§ **Input data**:
※

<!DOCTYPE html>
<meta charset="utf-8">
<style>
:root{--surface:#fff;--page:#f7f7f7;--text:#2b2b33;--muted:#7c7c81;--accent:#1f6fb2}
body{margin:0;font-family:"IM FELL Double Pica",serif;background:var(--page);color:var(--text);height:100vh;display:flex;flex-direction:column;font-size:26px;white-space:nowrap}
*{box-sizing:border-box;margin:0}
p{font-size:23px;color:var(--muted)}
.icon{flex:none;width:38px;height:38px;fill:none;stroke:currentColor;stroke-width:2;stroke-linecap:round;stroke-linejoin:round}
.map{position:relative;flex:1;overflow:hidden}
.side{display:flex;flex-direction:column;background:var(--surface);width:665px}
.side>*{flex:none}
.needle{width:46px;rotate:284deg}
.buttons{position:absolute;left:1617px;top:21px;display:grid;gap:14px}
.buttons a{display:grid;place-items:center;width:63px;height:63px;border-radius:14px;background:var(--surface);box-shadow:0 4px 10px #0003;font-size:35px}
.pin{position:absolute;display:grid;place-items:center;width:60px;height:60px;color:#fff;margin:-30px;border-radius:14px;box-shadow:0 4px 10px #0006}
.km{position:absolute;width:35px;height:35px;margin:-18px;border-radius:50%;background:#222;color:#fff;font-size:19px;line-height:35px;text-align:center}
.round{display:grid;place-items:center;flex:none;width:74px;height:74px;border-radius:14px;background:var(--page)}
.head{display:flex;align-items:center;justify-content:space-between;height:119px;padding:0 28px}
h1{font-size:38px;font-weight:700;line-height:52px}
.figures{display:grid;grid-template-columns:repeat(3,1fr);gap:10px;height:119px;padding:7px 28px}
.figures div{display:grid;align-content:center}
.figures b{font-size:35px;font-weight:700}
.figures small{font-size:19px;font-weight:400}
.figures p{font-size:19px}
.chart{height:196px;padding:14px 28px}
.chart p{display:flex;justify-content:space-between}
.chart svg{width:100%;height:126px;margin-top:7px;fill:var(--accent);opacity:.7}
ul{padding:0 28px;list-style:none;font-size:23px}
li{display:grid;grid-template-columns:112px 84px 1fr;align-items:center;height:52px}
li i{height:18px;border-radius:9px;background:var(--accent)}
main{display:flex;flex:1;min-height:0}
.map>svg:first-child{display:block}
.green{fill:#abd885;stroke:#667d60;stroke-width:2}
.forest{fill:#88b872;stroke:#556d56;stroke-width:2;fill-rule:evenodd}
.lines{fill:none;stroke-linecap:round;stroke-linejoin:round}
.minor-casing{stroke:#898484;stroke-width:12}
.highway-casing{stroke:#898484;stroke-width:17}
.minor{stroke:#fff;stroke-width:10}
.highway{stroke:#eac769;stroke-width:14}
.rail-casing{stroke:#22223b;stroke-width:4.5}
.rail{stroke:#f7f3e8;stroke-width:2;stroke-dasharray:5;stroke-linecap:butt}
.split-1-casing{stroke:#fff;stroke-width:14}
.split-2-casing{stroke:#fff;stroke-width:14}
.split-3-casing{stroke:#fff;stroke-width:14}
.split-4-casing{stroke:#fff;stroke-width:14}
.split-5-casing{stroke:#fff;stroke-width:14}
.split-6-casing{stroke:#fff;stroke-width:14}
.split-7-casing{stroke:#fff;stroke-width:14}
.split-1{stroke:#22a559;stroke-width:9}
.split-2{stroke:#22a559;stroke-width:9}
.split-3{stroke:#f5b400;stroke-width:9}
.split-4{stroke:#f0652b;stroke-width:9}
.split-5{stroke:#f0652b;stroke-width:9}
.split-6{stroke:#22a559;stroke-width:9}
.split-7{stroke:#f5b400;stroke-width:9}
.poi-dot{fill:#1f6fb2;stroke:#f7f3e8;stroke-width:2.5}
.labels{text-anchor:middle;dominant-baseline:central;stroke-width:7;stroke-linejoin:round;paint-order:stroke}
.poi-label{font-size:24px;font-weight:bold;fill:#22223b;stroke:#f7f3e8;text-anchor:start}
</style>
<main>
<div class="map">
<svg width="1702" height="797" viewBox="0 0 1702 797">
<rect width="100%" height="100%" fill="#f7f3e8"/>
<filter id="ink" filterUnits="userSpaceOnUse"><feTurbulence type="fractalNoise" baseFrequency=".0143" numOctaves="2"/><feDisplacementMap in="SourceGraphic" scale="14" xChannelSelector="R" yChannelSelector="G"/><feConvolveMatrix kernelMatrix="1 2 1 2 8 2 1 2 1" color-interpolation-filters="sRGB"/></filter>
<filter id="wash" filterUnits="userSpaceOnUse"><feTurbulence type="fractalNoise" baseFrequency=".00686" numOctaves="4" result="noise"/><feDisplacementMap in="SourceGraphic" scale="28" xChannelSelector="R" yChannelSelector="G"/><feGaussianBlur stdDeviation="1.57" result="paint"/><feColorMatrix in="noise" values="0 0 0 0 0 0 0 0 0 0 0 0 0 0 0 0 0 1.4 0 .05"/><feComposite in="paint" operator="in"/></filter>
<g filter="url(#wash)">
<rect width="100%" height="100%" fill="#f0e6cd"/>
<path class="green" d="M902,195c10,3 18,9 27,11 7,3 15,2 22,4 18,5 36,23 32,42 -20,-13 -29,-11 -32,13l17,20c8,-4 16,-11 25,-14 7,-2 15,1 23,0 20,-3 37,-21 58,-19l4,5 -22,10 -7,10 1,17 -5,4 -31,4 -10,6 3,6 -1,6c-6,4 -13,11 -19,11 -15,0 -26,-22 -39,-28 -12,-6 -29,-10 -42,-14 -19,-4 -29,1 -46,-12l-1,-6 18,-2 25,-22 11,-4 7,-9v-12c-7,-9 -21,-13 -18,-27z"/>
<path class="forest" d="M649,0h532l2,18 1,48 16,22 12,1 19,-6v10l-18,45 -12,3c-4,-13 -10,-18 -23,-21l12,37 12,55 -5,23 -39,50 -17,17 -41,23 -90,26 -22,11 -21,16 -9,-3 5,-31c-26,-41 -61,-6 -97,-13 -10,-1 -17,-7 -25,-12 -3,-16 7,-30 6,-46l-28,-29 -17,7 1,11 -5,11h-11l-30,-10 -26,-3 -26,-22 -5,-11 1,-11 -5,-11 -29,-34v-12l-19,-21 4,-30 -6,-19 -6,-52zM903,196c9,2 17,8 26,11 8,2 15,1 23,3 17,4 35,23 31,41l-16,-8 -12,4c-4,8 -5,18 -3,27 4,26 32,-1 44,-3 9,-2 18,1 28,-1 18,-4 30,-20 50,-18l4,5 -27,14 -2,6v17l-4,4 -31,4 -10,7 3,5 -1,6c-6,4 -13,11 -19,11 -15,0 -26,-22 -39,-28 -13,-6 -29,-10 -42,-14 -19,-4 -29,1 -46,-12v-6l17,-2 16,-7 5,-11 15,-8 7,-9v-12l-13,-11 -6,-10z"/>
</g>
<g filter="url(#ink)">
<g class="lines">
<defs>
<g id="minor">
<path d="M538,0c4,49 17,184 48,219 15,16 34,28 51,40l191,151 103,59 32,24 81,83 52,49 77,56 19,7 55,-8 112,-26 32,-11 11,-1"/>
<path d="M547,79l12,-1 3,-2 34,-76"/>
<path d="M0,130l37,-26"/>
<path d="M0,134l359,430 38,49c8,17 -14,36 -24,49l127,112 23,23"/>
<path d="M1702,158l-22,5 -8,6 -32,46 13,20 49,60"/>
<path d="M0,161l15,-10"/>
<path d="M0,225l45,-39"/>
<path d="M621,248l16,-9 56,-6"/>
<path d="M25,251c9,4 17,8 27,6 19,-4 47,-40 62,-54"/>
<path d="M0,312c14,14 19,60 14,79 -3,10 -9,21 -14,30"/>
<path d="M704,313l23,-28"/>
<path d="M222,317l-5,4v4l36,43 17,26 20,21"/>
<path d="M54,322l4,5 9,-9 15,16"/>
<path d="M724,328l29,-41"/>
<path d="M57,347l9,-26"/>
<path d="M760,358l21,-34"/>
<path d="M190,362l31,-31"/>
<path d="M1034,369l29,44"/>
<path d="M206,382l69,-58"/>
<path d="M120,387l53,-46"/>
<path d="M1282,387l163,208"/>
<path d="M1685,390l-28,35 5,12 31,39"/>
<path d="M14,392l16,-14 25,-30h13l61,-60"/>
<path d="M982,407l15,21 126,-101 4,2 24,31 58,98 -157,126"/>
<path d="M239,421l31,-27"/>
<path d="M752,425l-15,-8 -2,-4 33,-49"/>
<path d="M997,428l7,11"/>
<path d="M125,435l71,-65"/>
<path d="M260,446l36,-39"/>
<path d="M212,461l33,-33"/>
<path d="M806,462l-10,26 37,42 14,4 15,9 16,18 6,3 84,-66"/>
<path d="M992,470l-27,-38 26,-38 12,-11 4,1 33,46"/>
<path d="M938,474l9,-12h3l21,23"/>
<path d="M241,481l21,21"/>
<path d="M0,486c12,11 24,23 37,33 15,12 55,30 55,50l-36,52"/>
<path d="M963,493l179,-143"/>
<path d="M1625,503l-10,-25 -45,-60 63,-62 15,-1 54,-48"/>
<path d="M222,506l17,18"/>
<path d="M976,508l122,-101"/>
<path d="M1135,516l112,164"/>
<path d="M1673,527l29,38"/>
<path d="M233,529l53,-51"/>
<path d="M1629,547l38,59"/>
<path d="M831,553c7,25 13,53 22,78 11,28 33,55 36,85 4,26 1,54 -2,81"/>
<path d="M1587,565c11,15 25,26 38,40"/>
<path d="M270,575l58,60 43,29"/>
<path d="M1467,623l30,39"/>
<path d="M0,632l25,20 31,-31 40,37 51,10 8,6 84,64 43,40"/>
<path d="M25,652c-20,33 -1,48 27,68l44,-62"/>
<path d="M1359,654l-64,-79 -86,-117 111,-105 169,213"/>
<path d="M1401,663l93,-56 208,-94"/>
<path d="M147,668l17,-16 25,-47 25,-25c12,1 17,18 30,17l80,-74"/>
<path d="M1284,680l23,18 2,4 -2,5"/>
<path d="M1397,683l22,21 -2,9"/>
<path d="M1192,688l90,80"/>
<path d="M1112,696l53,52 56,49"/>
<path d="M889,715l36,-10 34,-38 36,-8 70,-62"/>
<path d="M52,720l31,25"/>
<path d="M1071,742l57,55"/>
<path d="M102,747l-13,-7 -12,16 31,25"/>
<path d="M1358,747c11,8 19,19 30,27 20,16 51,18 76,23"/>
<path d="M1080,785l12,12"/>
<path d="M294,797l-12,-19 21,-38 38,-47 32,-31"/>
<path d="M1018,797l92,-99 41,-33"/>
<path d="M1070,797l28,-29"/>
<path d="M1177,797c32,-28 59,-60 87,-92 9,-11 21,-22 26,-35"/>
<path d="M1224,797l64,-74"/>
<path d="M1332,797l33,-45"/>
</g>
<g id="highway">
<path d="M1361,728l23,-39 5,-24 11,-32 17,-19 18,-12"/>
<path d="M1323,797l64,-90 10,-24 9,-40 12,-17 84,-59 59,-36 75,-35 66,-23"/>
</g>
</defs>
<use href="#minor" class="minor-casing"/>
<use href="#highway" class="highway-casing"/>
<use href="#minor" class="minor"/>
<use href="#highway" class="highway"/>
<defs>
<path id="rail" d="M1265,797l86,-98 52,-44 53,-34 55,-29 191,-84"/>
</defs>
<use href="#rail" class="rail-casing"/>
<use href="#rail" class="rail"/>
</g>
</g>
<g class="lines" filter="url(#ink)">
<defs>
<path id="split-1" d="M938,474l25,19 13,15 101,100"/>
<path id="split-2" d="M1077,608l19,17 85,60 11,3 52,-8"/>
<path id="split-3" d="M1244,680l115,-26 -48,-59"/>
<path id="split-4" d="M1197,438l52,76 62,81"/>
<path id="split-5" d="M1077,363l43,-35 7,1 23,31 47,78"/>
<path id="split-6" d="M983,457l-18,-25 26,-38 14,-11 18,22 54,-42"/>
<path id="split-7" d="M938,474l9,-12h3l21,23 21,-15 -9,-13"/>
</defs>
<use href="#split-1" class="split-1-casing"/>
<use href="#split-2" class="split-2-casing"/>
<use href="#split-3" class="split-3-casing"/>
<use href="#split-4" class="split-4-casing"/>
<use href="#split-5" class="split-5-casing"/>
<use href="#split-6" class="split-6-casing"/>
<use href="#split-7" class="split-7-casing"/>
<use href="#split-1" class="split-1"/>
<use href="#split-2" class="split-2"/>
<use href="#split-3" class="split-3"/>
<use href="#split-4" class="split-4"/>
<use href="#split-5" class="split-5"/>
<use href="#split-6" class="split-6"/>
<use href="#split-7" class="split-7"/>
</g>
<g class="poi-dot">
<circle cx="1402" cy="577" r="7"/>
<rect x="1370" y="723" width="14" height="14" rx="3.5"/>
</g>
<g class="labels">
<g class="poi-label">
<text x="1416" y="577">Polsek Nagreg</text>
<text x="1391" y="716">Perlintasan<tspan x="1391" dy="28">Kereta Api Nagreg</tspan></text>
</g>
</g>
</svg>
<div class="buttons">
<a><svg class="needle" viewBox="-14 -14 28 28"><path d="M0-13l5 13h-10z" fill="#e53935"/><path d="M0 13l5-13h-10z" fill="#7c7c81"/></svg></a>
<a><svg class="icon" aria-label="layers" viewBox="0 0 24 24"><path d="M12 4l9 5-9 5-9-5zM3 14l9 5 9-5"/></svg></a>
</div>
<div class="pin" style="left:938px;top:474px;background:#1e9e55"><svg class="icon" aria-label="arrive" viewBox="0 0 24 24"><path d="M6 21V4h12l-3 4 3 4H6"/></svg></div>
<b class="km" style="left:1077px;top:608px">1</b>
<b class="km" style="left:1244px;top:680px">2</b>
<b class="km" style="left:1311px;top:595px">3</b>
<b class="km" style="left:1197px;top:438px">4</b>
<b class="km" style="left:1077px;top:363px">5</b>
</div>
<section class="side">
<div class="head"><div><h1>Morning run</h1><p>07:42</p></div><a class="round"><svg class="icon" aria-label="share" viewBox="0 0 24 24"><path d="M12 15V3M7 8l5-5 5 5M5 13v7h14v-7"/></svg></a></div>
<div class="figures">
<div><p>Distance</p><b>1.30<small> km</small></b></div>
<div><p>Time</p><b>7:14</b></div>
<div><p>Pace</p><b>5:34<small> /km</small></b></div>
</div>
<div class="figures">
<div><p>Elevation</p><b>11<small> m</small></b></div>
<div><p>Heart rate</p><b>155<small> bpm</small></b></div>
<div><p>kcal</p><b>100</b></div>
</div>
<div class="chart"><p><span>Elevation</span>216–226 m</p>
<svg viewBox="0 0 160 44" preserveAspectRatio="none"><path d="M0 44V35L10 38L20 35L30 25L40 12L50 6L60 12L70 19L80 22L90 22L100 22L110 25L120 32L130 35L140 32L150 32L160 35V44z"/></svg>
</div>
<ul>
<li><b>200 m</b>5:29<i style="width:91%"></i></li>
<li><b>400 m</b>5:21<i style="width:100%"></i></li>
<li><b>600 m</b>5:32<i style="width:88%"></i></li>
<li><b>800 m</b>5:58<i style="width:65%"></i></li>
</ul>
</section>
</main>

※

§ **Required action**: Using the records given above, list every line that includes the word "linejoin".

§ **Solution**:
.icon{flex:none;width:38px;height:38px;fill:none;stroke:currentColor;stroke-width:2;stroke-linecap:round;stroke-linejoin:round}
.lines{fill:none;stroke-linecap:round;stroke-linejoin:round}
.labels{text-anchor:middle;dominant-baseline:central;stroke-width:7;stroke-linejoin:round;paint-order:stroke}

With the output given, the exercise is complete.